This appendix describes the procedure I use to compute the equilibrium process for the real exchange rate and other variables. The procedure adapts the two-step solution method in Lombardo and Sutherland (2007) to the set of second-order and continuous-time approximations of the model’s equilibrium conditions. First I summarize these equations. I then present the approximations and describe the solution method.

Equilibrium Conditions

The model’s equilibrium conditions comprise the households’ first-order conditions, the market clearing conditions and the exogenous processes for the endowments and consumption surplus ratios.
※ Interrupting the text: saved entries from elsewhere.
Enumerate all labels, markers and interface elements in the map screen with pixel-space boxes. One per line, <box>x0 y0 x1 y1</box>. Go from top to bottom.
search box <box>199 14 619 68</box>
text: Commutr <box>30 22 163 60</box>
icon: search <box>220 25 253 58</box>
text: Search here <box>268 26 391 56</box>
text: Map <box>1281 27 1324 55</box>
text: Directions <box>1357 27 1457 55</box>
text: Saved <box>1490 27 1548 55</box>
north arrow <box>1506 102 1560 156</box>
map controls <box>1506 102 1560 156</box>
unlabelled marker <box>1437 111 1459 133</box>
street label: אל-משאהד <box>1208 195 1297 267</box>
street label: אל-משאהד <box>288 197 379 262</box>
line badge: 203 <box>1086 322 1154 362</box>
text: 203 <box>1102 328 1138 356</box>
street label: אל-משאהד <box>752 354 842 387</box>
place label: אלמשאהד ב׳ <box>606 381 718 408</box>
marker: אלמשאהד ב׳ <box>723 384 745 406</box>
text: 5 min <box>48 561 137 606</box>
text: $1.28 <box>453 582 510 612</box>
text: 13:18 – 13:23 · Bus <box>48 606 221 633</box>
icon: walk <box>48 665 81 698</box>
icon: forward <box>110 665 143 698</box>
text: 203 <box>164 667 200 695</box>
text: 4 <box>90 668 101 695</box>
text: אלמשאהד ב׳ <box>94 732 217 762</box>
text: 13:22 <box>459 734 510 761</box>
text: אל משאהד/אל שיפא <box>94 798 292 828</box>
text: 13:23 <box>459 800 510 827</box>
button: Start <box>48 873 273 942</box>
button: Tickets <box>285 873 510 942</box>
The first-order conditions for the U.S. and E.U. households are:

\begin{matrix} 1 = β 𝔼_{t} [{(\frac{C_{t + 1}}{C_{t}})}^{- γ} {(\frac{S_{t + 1}}{S_{t}})}^{- γ} R_{t + 1}^{EQ}], & (52 a) \end{matrix}

\begin{matrix} 1 = β 𝔼_{t} [{(\frac{C_{t + 1}}{C_{t}})}^{- γ} {(\frac{S_{t + 1}}{S_{t}})}^{- γ} \frac{ℰ_{t + 1} {\hat{R}}_{t}}{ℰ_{t}}] + (1 + χ) ℬ_{t} & (52 b) \end{matrix}

\begin{matrix} 1 = β 𝔼_{t} [{(\frac{C_{t + 1}}{C_{t}})}^{- γ} {(\frac{S_{t + 1}}{S_{t}})}^{- γ} R_{t}] + ℬ_{t}, & (52 c) \end{matrix}

\begin{matrix} 1 = β 𝔼_{t} [{(\frac{{\hat{C}}_{t + 1}}{{\hat{C}}_{t}})}^{- γ} {(\frac{{\hat{S}}_{t + 1}}{{\hat{S}}_{t}})}^{- γ} {\hat{R}}_{t + 1}^{EQ}] & (53 a) \end{matrix}

\begin{matrix} \begin{matrix} \begin{matrix} 1 = β 𝔼_{t} [{(\frac{{\hat{C}}_{t + 1}}{{\hat{C}}_{t}})}^{- γ} {(\frac{{\hat{S}}_{t + 1}}{{\hat{S}}_{t}})}^{- γ} \frac{ℰ_{t} R_{t}}{ℰ_{t + 1}}] + (1 + χ) {\hat{ℬ}}_{t} \end{matrix} & and \end{matrix} & (53 b) \end{matrix}

\begin{matrix} \begin{matrix} 1 = β 𝔼_{t} [{(\frac{{\hat{C}}_{t + 1}}{{\hat{C}}_{t}})}^{- γ} {(\frac{{\hat{S}}_{t + 1}}{{\hat{S}}_{t}})}^{- γ} {\hat{R}}_{t}] + {\hat{ℬ}}_{t} . \end{matrix} & (53 c) \end{matrix}

where

\begin{matrix} \begin{matrix} ℬ_{t} = μ {(\frac{C_{t} S_{t}}{{\bar{C}}_{t} \bar{S}})}^{γ} {\frac{{\bar{N}}_{t}}{N_{t}} - 1} & and \end{matrix} & {\hat{ℬ}}_{t} = μ {(\frac{{\hat{C}}_{t} {\hat{S}}_{t}}{{\bar{C}}_{t} \bar{S}})}^{γ} {\frac{{\bar{N}}_{t}}{{\hat{N}}_{t}} - 1} \end{matrix} .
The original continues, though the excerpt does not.